While eager computer learners surfed the world wide web, a string of fascinating local guests joined us at various venues around Glaisdale for our live broadcast on the Jerry Scott Show.

Tony Swift in his museum

We kicked off in the wonderful Museum of Victorian Science, run by local man Tony Swift from a 10-foot square building in his garden. The museum traces the history of electromagnetism. Visitors liken it to Frankenstein's laboratory, with old Van der Graaf generators, ticker tape machines and even a model of Marconi's first radio transmitter.

Afterwards it was time to brave the October elements with a visit to the romantically named Beggar's Bridge. And, sure enough, there is a very romantic story attached to it.

Beggars Bridge
Glaisdale's Beggars Bridge

The bridge was built in 1619 by Thomas Ferries, the son of a local moorland farmer. Margaret Hutchinson told the story of the bridge.

While courting, Thomas had to swim the River Esk to see Agnes, his intended. But her father was a well-to-do landowner who thought the poor boy was beneath his daughter. So Thomas decided to go to sea to seek his fortune. The night before his departure the river was so high he couldn't say goodbye to Agnes. He swore that on his return he would build a bridge on that very spot and he was true to his pledge.

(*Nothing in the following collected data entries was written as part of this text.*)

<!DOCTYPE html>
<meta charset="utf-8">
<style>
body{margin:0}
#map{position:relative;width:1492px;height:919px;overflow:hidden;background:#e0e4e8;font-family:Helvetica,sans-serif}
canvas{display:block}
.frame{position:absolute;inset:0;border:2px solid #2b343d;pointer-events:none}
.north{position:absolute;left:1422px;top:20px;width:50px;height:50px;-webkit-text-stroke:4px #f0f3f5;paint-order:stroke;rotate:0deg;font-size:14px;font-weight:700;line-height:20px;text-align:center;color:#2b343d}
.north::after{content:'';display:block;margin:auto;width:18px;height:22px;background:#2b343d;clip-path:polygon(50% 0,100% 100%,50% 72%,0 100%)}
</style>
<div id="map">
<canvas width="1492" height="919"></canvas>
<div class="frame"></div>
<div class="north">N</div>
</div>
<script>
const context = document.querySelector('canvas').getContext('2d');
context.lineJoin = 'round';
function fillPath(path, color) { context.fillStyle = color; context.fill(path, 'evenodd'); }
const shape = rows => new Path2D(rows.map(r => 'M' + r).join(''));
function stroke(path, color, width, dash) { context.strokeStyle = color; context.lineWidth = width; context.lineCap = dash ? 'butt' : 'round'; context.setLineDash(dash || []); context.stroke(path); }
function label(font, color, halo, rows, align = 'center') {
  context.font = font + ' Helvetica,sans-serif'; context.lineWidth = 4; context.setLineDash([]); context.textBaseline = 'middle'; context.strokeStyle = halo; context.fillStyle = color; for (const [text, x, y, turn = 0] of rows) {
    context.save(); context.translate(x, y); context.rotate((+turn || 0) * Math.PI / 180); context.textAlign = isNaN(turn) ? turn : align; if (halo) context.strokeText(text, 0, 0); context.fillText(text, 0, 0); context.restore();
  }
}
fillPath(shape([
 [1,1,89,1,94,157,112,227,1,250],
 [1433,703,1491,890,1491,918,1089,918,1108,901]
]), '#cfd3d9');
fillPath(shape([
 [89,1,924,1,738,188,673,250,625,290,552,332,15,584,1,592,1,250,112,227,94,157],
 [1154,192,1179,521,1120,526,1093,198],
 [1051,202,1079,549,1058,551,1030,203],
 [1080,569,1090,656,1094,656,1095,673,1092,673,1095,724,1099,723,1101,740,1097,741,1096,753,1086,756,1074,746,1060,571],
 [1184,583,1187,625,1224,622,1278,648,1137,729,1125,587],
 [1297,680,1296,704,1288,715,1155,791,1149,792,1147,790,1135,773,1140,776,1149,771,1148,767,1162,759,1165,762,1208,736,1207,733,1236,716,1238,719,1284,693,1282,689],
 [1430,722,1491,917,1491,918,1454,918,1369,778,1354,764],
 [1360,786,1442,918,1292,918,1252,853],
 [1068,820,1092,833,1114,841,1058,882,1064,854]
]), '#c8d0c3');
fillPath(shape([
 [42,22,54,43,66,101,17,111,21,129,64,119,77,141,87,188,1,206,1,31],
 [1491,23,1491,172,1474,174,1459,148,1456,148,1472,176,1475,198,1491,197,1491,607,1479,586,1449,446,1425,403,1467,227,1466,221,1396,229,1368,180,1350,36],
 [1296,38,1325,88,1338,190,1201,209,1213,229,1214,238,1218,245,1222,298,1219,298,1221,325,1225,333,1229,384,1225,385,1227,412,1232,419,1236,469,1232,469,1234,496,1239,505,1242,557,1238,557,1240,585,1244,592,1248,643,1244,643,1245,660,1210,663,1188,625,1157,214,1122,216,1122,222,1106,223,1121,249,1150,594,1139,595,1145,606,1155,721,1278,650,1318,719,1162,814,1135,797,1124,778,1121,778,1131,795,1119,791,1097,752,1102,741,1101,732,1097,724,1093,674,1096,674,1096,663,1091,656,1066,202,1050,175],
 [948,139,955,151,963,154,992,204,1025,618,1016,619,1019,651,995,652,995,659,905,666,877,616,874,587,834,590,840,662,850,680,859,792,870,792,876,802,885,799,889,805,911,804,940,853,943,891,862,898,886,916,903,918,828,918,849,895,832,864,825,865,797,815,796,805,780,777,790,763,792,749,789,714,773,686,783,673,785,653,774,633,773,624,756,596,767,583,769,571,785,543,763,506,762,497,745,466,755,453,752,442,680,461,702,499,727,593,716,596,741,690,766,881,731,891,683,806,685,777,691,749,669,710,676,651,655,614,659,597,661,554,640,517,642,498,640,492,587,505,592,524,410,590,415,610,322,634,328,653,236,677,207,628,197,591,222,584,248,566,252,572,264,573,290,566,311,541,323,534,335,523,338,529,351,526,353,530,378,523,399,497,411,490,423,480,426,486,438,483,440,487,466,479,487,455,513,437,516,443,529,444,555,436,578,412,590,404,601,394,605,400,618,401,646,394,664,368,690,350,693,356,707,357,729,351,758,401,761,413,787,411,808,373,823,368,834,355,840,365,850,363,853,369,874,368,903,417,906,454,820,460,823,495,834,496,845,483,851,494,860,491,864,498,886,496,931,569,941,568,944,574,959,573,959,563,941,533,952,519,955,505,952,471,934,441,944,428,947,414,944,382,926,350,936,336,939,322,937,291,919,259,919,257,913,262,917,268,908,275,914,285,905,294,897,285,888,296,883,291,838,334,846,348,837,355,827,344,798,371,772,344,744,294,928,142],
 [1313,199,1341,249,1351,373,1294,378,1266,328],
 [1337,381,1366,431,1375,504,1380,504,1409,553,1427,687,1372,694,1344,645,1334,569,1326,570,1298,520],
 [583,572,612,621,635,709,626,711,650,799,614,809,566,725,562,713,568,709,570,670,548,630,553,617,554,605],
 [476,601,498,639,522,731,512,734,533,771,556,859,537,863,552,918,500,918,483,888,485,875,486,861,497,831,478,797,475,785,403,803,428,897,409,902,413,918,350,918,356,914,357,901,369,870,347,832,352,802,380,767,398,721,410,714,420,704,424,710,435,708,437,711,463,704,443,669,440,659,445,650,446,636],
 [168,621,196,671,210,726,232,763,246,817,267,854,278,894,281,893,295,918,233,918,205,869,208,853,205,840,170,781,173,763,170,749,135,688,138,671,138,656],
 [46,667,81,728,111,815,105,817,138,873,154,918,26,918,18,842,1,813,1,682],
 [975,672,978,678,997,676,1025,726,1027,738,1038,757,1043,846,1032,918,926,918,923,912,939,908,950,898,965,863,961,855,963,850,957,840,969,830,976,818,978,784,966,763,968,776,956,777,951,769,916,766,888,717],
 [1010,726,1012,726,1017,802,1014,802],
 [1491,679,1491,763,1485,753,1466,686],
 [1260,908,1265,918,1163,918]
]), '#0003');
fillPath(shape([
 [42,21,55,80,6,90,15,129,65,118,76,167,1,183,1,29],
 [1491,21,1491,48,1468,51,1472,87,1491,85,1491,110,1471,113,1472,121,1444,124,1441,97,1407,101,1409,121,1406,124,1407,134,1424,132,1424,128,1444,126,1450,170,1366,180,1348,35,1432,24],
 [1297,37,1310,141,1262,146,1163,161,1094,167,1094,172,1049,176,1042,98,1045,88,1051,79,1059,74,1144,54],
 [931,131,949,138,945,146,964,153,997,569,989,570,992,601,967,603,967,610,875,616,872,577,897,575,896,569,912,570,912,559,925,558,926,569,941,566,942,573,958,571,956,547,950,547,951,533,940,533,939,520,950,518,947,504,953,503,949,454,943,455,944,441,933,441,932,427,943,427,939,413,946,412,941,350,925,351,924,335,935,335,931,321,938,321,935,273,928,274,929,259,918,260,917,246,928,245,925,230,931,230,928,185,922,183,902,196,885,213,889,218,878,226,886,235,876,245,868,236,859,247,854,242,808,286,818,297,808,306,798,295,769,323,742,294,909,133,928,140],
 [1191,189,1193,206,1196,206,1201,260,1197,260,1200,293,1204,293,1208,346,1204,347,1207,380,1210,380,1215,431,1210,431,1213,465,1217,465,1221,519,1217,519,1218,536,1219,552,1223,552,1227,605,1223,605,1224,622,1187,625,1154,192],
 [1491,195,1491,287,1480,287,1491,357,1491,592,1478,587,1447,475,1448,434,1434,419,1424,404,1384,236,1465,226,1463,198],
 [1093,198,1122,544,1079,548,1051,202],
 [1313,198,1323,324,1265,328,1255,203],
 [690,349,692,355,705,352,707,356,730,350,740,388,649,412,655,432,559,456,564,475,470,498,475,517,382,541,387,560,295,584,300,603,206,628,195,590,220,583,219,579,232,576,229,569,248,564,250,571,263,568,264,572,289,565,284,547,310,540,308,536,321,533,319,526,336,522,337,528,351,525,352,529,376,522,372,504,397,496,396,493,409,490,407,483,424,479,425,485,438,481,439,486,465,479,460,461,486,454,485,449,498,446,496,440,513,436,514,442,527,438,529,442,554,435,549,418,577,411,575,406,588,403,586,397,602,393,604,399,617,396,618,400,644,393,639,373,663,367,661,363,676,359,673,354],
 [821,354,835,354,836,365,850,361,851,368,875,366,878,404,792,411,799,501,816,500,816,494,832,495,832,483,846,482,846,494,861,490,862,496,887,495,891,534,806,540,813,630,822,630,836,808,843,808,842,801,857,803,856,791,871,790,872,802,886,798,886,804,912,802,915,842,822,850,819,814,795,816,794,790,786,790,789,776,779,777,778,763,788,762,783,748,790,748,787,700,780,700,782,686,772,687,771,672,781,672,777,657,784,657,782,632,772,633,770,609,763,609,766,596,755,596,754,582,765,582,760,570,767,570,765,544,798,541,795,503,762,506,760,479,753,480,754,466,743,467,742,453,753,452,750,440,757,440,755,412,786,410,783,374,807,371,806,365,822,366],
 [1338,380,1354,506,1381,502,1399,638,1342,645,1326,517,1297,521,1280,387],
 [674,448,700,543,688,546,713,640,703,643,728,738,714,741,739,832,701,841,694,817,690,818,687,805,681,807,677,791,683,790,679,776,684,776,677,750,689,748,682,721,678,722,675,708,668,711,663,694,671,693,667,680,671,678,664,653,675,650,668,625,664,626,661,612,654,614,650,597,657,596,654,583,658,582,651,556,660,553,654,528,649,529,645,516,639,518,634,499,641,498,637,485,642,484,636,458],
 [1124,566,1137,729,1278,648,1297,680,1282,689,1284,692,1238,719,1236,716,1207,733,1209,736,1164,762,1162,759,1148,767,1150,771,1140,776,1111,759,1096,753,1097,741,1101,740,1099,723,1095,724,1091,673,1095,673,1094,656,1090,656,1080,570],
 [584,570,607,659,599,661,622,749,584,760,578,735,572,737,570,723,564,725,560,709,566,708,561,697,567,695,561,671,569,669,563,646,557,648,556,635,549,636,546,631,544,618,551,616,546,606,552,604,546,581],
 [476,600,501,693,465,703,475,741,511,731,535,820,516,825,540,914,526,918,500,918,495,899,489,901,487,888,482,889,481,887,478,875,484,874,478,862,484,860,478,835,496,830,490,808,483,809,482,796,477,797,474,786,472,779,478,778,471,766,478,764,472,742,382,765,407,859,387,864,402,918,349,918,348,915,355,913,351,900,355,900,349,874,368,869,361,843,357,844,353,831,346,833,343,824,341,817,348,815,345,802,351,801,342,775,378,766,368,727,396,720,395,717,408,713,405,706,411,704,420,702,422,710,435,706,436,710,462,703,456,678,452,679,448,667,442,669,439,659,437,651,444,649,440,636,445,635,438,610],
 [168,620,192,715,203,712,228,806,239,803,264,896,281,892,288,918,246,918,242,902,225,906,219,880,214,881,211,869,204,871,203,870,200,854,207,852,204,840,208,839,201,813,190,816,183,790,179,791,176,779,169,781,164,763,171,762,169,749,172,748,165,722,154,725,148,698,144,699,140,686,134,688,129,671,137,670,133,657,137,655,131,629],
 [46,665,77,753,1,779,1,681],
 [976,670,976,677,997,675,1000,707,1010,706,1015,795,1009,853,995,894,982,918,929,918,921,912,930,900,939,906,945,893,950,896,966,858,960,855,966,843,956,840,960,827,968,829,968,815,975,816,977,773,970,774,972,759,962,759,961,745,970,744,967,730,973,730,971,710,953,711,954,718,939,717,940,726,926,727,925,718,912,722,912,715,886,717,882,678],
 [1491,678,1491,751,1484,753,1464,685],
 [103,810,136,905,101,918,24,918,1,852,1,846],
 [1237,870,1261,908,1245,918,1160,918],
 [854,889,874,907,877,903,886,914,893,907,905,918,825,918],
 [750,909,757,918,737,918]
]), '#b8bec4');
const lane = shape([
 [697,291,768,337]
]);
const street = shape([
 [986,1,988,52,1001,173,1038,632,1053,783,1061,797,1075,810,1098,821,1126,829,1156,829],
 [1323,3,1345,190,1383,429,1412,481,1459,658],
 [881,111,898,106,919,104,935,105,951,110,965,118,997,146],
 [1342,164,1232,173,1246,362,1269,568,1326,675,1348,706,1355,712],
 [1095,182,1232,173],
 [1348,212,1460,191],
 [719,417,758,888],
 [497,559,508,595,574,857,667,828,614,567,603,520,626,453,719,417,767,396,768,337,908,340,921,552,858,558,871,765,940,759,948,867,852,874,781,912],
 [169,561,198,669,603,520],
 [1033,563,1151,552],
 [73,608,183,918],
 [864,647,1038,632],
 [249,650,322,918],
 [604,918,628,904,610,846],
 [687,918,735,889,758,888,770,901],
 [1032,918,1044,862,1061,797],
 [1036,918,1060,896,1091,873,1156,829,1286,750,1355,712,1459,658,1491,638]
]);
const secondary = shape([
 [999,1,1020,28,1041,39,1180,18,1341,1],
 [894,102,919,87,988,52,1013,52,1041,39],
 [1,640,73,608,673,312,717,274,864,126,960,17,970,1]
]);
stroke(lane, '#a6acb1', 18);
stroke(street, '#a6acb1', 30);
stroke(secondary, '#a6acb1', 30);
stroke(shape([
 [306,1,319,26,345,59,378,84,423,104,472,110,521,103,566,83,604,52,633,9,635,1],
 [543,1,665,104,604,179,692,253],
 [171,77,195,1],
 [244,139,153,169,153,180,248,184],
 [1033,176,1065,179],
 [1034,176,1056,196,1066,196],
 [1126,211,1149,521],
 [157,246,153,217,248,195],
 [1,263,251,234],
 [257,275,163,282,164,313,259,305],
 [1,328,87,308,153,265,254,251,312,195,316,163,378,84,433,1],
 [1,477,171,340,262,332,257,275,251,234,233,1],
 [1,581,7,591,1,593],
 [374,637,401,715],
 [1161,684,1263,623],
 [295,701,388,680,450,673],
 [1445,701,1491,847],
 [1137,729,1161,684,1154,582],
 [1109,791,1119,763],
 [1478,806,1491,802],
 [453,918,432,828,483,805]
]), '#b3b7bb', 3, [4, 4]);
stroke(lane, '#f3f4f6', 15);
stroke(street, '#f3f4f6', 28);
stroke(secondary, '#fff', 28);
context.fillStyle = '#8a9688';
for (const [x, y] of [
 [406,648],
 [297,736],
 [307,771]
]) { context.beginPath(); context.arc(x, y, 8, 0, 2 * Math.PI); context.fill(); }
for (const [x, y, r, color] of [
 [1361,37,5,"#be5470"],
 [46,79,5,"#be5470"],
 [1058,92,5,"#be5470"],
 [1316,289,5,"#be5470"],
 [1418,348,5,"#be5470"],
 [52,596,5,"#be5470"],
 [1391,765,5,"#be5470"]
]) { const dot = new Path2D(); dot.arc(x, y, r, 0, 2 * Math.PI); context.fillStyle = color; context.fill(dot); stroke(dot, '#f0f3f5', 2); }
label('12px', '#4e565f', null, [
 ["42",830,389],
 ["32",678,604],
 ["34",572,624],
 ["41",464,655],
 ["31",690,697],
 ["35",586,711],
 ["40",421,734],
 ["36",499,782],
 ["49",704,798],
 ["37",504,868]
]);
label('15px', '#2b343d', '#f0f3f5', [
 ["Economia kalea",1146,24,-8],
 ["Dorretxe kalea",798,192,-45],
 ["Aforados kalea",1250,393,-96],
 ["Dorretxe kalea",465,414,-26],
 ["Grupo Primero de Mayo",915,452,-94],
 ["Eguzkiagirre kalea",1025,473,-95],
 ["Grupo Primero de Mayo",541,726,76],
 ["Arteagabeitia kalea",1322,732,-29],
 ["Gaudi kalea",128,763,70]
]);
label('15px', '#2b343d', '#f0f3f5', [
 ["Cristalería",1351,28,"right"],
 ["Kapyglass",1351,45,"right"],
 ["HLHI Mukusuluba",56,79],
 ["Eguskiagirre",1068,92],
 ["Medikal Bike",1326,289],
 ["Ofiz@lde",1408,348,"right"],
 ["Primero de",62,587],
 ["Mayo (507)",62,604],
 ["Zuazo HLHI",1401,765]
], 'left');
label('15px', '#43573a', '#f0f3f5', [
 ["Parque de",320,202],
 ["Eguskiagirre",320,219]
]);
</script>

Later on the Discovery Bus team met another local man who's used to telling stories of his own - very popular ones. Nicholas Rhea, known locally as Peter Walker, is the author of the Constable books which inspired the successful TV series "Heartbeat".

Nicholas Rhea
Colin Hazelden talks to Nicholas Rhea

Peter talked about his life as a world-renowned author and explained that it was TV bosses who chose the nearby village of Goathland to be the fictitious Aidensfield. Glaisdale, however, is more relevant to Peter's life as he was born and raised there.